Which lines of the data contain the string "tools"? Show each of them.

━━━ Dataset

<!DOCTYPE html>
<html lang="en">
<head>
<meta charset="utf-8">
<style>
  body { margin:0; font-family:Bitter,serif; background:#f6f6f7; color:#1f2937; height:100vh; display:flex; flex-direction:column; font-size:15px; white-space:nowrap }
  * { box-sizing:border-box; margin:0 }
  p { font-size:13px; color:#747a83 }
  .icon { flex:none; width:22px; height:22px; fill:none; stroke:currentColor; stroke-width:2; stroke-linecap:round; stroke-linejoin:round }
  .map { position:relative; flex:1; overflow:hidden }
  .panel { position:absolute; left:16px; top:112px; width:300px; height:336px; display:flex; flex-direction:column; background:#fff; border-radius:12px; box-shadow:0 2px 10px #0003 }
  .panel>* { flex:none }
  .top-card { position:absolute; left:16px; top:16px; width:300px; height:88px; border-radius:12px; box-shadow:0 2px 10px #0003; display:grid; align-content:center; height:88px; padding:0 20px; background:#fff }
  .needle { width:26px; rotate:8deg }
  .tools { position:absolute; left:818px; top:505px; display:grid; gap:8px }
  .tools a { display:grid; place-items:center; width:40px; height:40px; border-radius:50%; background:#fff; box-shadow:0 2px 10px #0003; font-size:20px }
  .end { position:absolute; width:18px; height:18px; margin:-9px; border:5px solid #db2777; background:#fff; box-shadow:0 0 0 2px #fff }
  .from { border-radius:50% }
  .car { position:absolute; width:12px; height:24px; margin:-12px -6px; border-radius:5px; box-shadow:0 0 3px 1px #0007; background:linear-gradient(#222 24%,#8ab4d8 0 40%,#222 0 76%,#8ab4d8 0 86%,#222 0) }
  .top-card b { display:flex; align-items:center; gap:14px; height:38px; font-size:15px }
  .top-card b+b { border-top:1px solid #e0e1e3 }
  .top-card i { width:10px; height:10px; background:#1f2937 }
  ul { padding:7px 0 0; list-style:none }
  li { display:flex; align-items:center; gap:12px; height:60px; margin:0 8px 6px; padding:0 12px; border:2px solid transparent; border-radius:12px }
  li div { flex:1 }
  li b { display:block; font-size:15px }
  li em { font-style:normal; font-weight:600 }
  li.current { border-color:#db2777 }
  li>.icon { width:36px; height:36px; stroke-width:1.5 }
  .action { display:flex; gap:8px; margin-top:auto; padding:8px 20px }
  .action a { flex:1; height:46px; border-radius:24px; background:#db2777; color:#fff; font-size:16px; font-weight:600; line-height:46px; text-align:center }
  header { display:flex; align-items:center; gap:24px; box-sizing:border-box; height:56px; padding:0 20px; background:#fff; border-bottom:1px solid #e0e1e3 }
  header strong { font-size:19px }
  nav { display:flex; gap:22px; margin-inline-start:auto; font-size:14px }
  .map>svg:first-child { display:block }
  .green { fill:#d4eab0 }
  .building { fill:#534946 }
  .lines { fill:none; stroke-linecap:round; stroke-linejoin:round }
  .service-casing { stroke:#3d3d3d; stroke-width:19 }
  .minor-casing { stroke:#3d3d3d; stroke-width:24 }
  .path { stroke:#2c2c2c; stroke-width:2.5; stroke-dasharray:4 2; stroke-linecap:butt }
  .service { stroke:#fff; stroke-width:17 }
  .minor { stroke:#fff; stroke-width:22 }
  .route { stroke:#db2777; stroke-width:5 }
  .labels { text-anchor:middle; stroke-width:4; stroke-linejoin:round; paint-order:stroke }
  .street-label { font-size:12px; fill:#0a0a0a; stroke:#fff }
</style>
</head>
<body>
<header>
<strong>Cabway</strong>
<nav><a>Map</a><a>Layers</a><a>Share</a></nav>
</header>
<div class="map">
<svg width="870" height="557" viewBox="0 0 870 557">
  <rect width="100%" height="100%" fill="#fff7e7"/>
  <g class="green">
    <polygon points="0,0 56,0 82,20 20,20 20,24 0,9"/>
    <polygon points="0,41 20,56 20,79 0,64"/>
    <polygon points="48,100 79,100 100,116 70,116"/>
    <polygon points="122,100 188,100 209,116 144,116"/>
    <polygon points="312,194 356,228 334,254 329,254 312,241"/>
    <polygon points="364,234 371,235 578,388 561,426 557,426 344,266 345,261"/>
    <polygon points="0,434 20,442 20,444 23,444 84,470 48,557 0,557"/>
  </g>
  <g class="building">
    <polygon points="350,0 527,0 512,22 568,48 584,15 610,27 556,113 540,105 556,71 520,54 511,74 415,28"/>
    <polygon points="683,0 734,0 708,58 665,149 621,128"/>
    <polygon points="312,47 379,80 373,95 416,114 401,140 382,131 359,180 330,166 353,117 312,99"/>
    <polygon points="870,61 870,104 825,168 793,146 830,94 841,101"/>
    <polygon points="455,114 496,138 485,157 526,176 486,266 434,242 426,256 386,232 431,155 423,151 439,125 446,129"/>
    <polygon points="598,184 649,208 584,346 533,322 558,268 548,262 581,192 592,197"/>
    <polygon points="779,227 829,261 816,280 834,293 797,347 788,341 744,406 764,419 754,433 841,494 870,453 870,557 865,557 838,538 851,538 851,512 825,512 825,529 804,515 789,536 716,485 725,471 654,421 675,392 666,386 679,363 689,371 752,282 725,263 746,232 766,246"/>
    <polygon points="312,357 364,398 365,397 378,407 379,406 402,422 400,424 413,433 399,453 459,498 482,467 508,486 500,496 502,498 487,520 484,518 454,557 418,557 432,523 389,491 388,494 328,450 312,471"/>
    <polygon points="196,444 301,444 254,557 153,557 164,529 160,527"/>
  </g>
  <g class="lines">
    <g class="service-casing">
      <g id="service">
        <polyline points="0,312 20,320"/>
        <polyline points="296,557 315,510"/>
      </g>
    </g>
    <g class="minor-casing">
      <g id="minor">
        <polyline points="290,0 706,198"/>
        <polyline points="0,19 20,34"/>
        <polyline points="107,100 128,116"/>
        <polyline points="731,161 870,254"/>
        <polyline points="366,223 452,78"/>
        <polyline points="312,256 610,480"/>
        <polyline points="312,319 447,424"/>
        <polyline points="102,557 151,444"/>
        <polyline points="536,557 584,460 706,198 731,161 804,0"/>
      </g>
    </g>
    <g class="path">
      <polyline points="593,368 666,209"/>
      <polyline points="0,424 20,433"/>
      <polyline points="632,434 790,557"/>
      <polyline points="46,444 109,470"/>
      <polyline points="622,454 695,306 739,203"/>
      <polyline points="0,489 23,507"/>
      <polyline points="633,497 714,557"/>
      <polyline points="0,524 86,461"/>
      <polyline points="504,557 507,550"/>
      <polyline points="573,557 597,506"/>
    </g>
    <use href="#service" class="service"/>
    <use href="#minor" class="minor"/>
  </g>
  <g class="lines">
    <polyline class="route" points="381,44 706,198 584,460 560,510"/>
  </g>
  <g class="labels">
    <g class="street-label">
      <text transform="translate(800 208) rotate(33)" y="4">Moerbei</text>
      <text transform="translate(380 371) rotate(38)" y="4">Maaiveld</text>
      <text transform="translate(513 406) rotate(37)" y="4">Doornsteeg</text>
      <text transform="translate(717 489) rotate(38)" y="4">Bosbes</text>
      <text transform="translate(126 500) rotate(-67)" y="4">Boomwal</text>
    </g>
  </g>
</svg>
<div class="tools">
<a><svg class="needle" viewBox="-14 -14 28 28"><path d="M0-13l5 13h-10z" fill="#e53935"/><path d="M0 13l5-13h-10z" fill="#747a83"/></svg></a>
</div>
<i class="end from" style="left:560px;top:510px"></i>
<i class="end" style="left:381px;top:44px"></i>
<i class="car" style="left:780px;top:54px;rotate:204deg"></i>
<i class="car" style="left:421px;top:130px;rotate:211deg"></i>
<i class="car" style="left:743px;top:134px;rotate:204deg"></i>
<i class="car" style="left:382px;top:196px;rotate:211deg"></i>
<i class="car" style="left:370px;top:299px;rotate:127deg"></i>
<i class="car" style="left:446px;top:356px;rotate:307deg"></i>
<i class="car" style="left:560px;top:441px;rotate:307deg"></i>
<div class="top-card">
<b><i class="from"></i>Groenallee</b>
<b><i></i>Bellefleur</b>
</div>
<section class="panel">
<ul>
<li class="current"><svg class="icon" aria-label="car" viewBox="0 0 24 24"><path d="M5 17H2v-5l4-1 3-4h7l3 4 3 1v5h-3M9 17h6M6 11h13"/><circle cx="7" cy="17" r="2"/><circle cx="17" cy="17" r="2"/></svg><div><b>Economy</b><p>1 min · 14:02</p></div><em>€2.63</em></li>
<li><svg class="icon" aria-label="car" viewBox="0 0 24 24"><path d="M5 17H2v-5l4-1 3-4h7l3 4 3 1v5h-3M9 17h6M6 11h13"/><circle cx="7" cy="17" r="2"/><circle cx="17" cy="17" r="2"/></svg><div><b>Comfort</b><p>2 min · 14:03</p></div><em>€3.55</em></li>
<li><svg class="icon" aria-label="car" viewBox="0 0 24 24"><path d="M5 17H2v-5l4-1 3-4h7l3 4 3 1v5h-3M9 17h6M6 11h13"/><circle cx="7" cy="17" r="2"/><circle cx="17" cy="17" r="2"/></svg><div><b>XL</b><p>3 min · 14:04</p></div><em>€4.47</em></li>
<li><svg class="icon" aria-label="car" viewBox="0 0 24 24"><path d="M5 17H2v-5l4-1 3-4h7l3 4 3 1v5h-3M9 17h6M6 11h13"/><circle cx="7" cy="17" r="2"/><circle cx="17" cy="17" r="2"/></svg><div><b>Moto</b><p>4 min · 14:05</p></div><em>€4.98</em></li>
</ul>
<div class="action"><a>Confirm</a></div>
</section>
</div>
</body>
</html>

━━━━━━

**Solution to this problem**:
  .tools { position:absolute; left:818px; top:505px; display:grid; gap:8px }
  .tools a { display:grid; place-items:center; width:40px; height:40px; border-radius:50%; background:#fff; box-shadow:0 2px 10px #0003; font-size:20px }
<div class="tools">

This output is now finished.